The Moz Q&A Forum

    • Forum
    • Questions
    • My Q&A
    • Users
    • Ask the Community

    Welcome to the Q&A Forum

    Browse the forum for helpful insights and fresh discussions about all things SEO.

    1. SEO and Digital Marketing Q&A Forum
    2. Categories
    3. Intermediate & Advanced SEO
    4. Google can't access/crawl my site!

    Google can't access/crawl my site!

    Intermediate & Advanced SEO
    16 4 3.0k
    • Oldest to Newest
    • Newest to Oldest
    • Most Votes
    Reply
    • Reply as question
    Log in to reply
    This topic has been deleted. Only users with topic management privileges can see it.
    • granitgash
      granitgash last edited by

      Hi

      I'm dealing with this problem for a few days. In fact i didn't realize it was this serious until today when i saw most of my site "de-indexed" and losing most of the rankings.

      [URL Errors: 1st photo]

      8/21/14 there were only 42 errors but in 8/22/14 this number went to 272 and it just keeps going up.

      The site i'm talking about is gazetaexpress.com (media news, custom cms) with lot's of pages.

      After i did some research i came to the conclusion that the problem is to the firewall, who might have blocked google bots from accessing the site. But the server administrator is saying that this isn't true and no google bots have been blocked.

      Also when i go to WMT, and try to Fetch as Google the site, this is what i get:

      [Fetch as Google: 2nd photo]

      From more than 60 tries, 2-3 times it showed Complete (and this only to homepage, never to articles).

      What can be the problem? Can i get Google to crawl properly my site and is there a chance that i will lose my previous rankings?

      Thanks a lot
      Granit

      FvhvDVR.png dKx3m1O.png

      1 Reply Last reply Reply Quote 0
      • KeriMorgret
        KeriMorgret last edited by

        If I do a site:gazetaexpress.com in Google, I get some results that are http, and some results that are https. The https ones say there is an SSL connection error.

        Are you looking at the http or https version in GWT?

        granitgash 1 Reply Last reply Reply Quote 1
        • granitgash
          granitgash @KeriMorgret last edited by

          I'm looking at the http version in GWT

          KeriMorgret 1 Reply Last reply Reply Quote 0
          • KeriMorgret
            KeriMorgret @granitgash last edited by

            Unfortunately, I don't have a quick answer for you.
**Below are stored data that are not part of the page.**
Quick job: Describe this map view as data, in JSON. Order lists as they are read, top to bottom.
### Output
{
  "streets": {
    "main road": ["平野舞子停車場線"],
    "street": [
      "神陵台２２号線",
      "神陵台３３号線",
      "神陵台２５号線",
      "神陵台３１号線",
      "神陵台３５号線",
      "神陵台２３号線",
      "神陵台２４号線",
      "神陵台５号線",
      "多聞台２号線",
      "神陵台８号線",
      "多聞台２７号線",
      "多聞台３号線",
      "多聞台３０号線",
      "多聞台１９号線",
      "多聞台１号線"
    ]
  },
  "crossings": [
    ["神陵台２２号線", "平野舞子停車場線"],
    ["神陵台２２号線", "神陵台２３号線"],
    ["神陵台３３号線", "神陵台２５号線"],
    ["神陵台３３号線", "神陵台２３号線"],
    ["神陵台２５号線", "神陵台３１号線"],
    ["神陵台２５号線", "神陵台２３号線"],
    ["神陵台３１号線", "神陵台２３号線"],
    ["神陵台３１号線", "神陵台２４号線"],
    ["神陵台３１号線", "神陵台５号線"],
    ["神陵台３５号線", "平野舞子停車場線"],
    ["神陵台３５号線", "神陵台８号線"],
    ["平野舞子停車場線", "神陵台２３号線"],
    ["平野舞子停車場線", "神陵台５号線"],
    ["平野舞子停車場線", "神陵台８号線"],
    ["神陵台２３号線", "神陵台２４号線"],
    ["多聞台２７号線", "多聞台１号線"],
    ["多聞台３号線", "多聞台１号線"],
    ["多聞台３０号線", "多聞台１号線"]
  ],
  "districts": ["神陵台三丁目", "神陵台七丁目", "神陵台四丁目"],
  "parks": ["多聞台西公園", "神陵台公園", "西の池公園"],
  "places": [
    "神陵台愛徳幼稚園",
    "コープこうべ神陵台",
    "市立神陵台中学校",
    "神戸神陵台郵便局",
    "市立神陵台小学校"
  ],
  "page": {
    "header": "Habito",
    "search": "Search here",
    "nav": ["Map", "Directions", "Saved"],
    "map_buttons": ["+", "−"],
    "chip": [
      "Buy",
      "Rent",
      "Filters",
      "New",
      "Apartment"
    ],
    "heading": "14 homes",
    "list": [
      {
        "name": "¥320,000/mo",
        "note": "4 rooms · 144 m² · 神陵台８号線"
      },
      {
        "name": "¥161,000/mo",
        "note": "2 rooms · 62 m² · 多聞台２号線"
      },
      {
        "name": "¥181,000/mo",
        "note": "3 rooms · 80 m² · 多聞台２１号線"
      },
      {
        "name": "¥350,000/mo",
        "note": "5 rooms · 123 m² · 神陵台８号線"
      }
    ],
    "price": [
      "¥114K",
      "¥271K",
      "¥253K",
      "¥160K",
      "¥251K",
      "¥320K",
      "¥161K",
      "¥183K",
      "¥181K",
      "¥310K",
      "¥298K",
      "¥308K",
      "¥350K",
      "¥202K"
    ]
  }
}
Looking forward to seeing what other community members have to say on this one!

            granitgash 1 Reply Last reply Reply Quote 1
            • granitgash
              granitgash @KeriMorgret last edited by

              No prb. Thanks a lot for your time. Let just hope that someone in the community will help with a solution 🙂

              1 Reply Last reply Reply Quote 0
              • Andy.Drinkwater
                Andy.Drinkwater last edited by

                Hi Granit,

                Has any work been done to the site in the last 2-3 months? Have you had any warnings in webmaster tools at all? I did once see a strange problem where Google wasn't crawling a site correctly because it had been compromised, but after checking, there is nothing like this on yours.

                -Andy

                granitgash 1 Reply Last reply Reply Quote 1
                • granitgash
                  granitgash @Andy.Drinkwater last edited by

                  In mid-march website changed it's CMS but i don't think that could be the reason because until this week everything was working perfectly. I don't think it could have been compromised too. I'm still suspecting it could be the firewall blocking bots from crawling the site, but the server administrator couldn't find any evidence of this.

                  Andy.Drinkwater 1 Reply Last reply Reply Quote 0
                  • Andy.Drinkwater
                    Andy.Drinkwater @granitgash last edited by

                    It doesn't look like a firewall, as I can crawl it with Screaming Frog. However, the server logs will be able to answer that one for you.

                    Without looking in depth, I'm not seeing anything that stands out to me - do you think that there have been changes to the server that could cause issues? What firewall is the server running? Also, if there were errors in crawling the site, you would see a warning about this.

                    -Andy

                    granitgash 1 Reply Last reply Reply Quote 1
                    • granitgash
                      granitgash @Andy.Drinkwater last edited by

                      We are suspecting that CloudFlare might be causing these troubles. We are trying everything, in the meantime i'm looking here to see if anyone has any similar experience or an idea for solution.

                      As for warnings, the only warning we had was the one last week (8/23/14) saying that Google bot can't acces our site:

                      Over the last 24 hours, Googlebot encountered 316 errors while attempting to connect to your site. Your site's overall connection failure rate is 7.5%.

                      -Granit

                      Andy.Drinkwater 1 Reply Last reply Reply Quote 0
                      • Andy.Drinkwater
                        Andy.Drinkwater @granitgash last edited by

                        Ah OK - well keep us updated with what you find. Someone else will chip in with other info if they have some 🙂

                        -Andy

                        1 Reply Last reply Reply Quote 0
                        • Travis_Bailey
                          Travis_Bailey last edited by

                          A friend of mine just got back from Kosovo. It was the last stop on a tour of the Balkans. He had a pretty good time. Moving along...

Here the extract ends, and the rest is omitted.